“The policymakers of the white society have caused the darkness; they create discrimination; they structured slums; and they perpetuate unemployment, ignorance and poverty. It is incontestable and deplorable that Negroes have committed crimes; but they are derivative crimes. They are born of the greater crimes of the white society. ”

– Dr. Martin Luther King Jr. in a 1967 speech at the American Psychology association’s annual convention

In my opinion, the recent announcement by Madison Police Chief Mike Koval’s that he is “fed up with gang activity in Madison,” will inevitably and unfortunately result in the targeting of black and brown people in the poor parts of our city and a paternalistic call to “get our house in order.”

Coming down from the high of Madison’s “Feel-Good” MLK weekend celebration, initiatives will be predictably be launched through the non-profit industrial complex in Dane County to fix the problem. (Important side question: How in the world does an area with the fourth-most non-profits in the nation also have the nation’s worst racial disparities?) Money will be poured in while people will lament the lack of “strong male figures” and declare that more respectability politics are needed. The need for more mentors and job training programs will be called for — now, not that these things are bad things — but the problem is that they don’t address the structural issues of the violence being committed.

These are Band-Aids on gaping wounds.

A few things won’t happen as they criticize this “criminal behavior” so “righteously.” They won’t criticize this nation’s foreign policy and how we decided, for the most part, to solve our problems internationally with bombs, coup d’etats, and bullying as the American Empire. They won’t criticize how our law enforcement apparatus also uses violence to solve many of its problems, mostly against poor black and brown folk. And they won’t truly demand that the apparatuses that create the poverty that give birth to the crime they so adroitly criticize will be changed.

The trick that is played is they feign concern for such things, and call for solutions. Of course, our leaders, decision makers, and policy makers want “peace,” who wouldn’t? Of course they want an “end to poverty,” who wouldn’t? We all want to end discrimination, right?

But, there will always be excuses of not enough money to invest in black communities. With the results being a womb-to-prison pipeline instead of a womb-to-Bascom Hill pipeline. Black America has been in an economic depression for years upon years.

The economic comparison of the current state of black America is that of the United States during the great depression, but for many decades longer.

The slums and ghettos were not created by African Americans. These communities — with limited and sometimes negative economic investment — were not created by African-Americans. It’s a history we’ve had endure. A history of economic robbery, human robbery, and the robbery of life, is not a history that was created by African-Americans. It’s a history we’ve had to endure.

The long history of lynching, the burnings and bombings, the prison-industrial complex, and an intentionally unjust justice system, has not been something created by African Americans.
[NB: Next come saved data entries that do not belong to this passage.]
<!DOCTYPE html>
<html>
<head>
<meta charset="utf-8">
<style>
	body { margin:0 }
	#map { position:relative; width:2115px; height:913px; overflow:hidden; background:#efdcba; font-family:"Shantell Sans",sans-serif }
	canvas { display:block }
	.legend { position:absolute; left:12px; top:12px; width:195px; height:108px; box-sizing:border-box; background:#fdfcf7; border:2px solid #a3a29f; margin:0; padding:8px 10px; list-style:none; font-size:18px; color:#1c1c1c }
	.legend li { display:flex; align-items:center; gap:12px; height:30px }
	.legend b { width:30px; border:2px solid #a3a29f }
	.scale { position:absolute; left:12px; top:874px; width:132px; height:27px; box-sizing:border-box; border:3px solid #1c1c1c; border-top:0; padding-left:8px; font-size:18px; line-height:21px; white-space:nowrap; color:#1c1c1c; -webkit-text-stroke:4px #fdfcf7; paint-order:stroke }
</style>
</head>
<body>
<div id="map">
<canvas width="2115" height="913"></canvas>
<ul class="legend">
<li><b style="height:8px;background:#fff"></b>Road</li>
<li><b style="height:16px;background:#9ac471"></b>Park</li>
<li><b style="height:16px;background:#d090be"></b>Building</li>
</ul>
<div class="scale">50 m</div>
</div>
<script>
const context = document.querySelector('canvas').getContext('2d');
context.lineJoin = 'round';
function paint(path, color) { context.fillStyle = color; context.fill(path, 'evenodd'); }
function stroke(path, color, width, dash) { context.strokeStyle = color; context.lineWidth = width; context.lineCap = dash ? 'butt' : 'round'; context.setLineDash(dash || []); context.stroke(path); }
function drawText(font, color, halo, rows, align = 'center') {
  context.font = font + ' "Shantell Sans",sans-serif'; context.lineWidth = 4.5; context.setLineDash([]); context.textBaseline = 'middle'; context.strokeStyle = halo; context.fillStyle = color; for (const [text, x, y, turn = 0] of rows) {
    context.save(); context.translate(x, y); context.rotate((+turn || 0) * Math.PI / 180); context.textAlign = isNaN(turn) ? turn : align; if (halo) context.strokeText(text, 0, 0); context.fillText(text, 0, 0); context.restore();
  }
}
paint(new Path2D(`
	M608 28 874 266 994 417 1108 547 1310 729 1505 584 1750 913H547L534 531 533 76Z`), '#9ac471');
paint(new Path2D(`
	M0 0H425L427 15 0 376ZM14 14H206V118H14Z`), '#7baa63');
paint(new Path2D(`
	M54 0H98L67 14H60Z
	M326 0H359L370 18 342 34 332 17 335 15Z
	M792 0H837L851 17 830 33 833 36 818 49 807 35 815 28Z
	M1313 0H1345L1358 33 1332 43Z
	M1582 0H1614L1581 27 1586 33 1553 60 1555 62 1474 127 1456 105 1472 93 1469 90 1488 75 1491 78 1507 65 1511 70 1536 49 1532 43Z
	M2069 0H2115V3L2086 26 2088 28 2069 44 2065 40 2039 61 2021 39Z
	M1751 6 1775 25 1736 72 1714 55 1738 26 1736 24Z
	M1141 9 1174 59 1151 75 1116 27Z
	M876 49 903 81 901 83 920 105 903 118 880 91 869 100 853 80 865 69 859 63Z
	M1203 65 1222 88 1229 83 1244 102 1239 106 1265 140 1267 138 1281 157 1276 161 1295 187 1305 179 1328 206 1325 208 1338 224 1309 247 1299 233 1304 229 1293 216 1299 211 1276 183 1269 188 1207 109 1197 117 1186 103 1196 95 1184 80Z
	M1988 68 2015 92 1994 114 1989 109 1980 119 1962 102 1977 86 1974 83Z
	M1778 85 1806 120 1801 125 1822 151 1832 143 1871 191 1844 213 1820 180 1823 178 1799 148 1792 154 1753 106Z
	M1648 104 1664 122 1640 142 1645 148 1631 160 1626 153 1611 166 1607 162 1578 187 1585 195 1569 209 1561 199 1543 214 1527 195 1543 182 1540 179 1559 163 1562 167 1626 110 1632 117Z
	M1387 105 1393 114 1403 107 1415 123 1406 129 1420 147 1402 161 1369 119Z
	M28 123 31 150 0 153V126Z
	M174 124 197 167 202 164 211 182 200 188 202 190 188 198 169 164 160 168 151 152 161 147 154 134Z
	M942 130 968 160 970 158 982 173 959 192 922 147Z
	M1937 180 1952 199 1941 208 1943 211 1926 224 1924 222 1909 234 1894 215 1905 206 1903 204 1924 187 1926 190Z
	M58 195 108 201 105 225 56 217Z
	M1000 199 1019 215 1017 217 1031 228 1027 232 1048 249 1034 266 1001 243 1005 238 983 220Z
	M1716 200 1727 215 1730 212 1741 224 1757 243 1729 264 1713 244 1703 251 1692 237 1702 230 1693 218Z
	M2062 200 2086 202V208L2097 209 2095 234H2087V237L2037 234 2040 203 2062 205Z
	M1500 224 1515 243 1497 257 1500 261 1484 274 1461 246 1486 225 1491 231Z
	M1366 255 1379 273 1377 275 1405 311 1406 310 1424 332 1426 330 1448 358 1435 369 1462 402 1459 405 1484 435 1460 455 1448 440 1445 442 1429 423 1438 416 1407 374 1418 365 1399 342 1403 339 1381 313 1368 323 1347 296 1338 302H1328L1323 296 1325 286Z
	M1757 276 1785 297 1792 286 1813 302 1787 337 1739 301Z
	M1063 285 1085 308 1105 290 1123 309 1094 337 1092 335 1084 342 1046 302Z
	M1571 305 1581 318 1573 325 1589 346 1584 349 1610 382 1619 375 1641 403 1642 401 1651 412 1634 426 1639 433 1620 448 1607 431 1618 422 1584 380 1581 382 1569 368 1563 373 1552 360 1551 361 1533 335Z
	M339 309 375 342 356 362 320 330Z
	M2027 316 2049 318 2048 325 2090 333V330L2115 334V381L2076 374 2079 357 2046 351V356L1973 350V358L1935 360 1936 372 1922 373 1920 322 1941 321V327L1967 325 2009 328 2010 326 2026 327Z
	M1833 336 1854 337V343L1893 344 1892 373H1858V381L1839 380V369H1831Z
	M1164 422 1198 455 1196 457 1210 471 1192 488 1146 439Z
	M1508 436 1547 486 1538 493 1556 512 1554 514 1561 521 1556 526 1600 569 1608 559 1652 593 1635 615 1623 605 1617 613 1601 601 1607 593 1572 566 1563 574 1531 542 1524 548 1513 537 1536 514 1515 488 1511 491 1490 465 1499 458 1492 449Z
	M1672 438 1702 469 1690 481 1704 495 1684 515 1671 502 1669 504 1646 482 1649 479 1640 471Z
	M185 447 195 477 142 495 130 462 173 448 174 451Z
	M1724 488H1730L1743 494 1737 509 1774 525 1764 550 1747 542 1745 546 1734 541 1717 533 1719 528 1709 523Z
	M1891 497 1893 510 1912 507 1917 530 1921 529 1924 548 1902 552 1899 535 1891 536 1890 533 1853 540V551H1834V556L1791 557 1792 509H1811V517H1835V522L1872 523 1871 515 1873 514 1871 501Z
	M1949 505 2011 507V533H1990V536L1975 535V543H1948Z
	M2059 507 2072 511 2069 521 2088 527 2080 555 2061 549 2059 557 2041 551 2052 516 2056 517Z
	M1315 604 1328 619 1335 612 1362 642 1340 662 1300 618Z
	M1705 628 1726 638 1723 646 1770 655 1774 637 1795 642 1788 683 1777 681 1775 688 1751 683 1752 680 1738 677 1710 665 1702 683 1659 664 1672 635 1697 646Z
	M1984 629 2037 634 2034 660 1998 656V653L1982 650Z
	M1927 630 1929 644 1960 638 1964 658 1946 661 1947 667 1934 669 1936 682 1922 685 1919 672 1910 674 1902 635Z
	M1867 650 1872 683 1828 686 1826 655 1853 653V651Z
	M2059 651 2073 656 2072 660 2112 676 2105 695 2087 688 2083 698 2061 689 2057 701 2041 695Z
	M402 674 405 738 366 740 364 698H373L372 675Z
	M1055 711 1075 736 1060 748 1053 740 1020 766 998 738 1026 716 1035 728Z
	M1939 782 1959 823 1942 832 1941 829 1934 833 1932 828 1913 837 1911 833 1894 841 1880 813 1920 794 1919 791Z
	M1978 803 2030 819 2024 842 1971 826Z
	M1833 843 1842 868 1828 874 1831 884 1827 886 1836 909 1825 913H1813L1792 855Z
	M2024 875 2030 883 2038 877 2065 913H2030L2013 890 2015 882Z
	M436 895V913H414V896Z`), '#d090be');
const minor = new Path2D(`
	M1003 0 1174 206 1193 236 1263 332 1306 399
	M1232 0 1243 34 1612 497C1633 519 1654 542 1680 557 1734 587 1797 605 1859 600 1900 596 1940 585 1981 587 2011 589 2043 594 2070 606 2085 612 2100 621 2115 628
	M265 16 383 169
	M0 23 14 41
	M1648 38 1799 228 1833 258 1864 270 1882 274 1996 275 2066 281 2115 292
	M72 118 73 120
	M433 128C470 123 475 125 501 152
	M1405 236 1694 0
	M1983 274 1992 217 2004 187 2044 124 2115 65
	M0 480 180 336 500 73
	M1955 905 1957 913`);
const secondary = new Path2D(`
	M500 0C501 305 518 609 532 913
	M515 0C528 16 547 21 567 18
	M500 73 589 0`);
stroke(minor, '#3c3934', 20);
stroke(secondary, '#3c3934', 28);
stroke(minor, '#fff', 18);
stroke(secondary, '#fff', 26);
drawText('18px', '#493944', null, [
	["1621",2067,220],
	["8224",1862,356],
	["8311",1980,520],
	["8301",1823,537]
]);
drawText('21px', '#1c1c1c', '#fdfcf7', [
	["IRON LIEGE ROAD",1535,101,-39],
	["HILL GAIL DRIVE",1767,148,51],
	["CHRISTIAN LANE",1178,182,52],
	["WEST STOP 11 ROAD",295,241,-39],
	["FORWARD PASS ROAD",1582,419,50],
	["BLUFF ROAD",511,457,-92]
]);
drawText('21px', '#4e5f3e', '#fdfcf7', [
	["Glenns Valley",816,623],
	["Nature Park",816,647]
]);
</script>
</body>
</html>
It’s a history we’ve had to endure.

Any darkness in America’s black communities, are darknesses not of our creation. As it is a darkness that has been thrust upon us, it is one we’ve had to endure.

If one wants to really honor Dr. Martin Luther King Jr, then you would be demanding that this darkness is lifted. You would demand that a massive redistribution of wealth happen, all across the country, and, yes, one that does includes white people. But, would be equitable in its deployment. You would demand that the trillions and trillions we’ve spent on burning and looting abroad would be spent on peaceful endeavors, on communities here and abroad that have suffered under the slums and ghettos of our own creation. You would demand an end to the violence of the police and our unjust justice system. You would demand that there would be no more Doyle Squares until we have an equitable city, a city free of oppression.

Instead, the voices that are “fed up” of the violence here won’t demand any of that. They will find many different excuses, but the level of investment and commitment needed by our city won’t happen.

Yes, our city can’t fix everything, but it can do a lot. Too many decision makers have no will to make the changes that must be made, at every level of government. Too many don’t have interest in doing so. Unfortunately, the system is designed so that those that do have interest don’t last long in it.

They must do what they can at the position where they are while 99 percent (not a real statistic) pass the buck. Enough will power can make the change. Until that time, if it ever comes, we must all call out the moral hypocrisy of our so-called leaders. It is our moral responsibility to be vocal about their hypocrisy. It is our moral responsibility to disrupt and put pressure on them in every way possible.

Dr. Martin Luther King Jr. wasn’t trying to make anyone’s seat comfortable; he was disruptive, divisive and confrontational. He put his reputation on the line at every turn; even many black leaders disliked him at the moment of his murder.

All black leaders — all leaders — must understand the legacy of King wasn’t his non-violence, and it sure as hell isn’t the myth of his respectability politics. It was him speaking of a radically different America. Never forget, King was calling for radical shifts in power, wealth, and lived values.